Problem statement: Quote the entries in full, character for character, without their images.

Dataset:
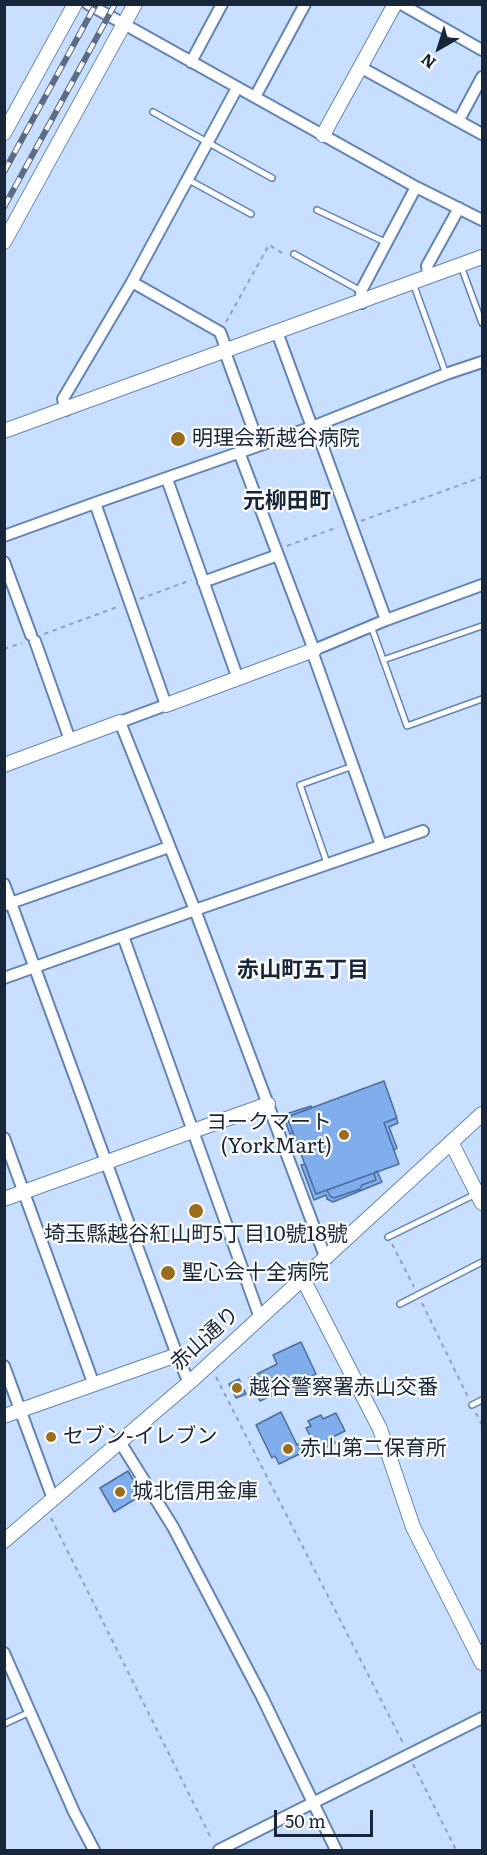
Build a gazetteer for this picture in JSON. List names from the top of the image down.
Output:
{
  "streets": {
    "street": ["赤山通り"]
  },
  "districts": ["元柳田町", "赤山町五丁目"],
  "places": [
    "明理会新越谷病院",
    "ヨークマート (YorkMart)",
    "埼玉縣越谷紅山町5丁目10號18號",
    "聖心会十全病院",
    "越谷警察署赤山交番",
    "セブン-イレブン",
    "赤山第二保育所",
    "城北信用金庫"
  ],
  "scale_bar": "50 m",
  "north": "bottom left"
}
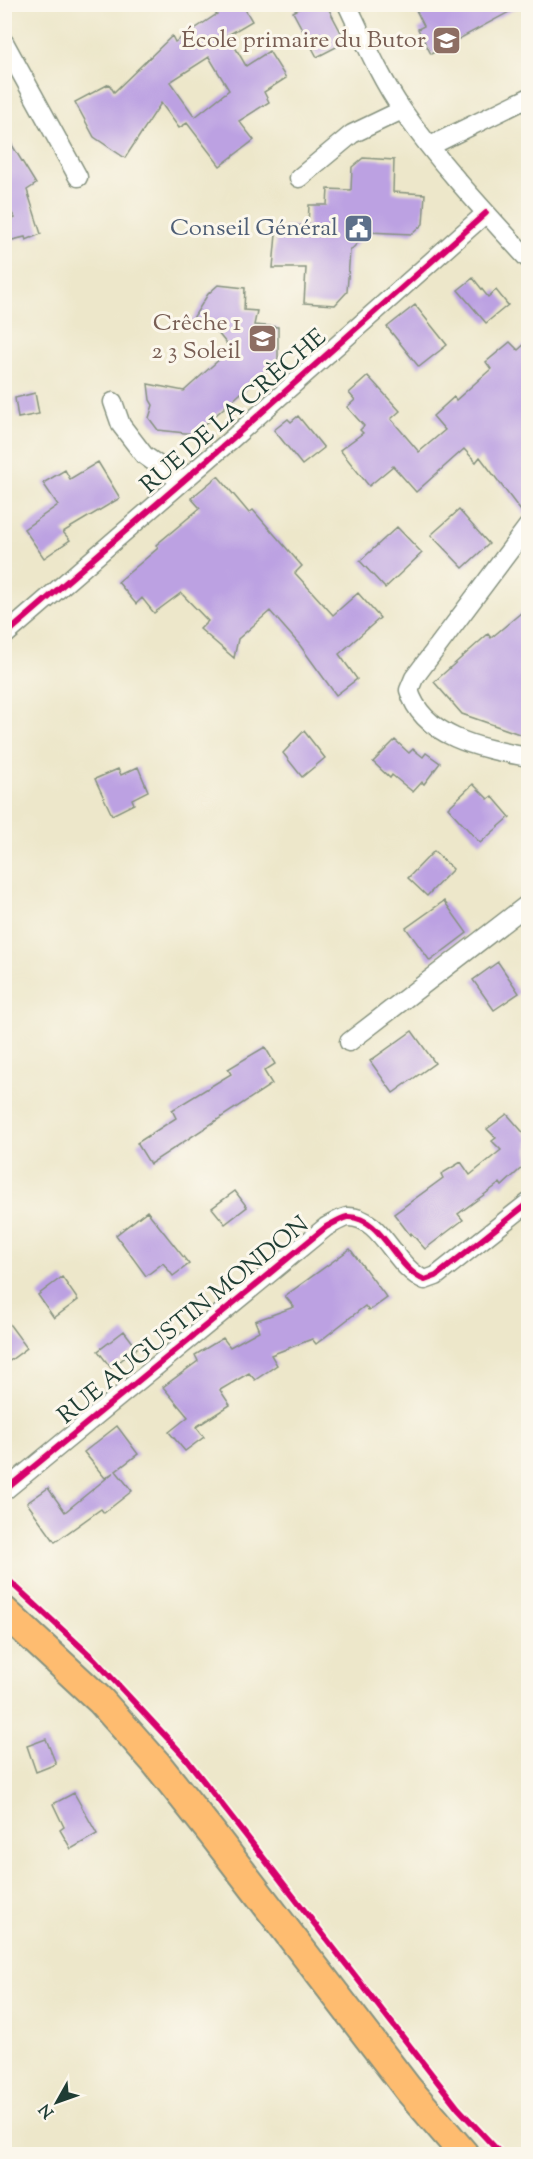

Your solution:
Build a gazetteer for this picture in JSON. List names from the top of the image down.
Output:
{
  "streets": {
    "street": ["赤山通り"]
  },
  "districts": ["元柳田町", "赤山町五丁目"],
  "places": [
    "明理会新越谷病院",
    "ヨークマート (YorkMart)",
    "埼玉縣越谷紅山町5丁目10號18號",
    "聖心会十全病院",
    "越谷警察署赤山交番",
    "セブン-イレブン",
    "赤山第二保育所",
    "城北信用金庫"
  ],
  "scale_bar": "50 m",
  "north": "bottom left"
}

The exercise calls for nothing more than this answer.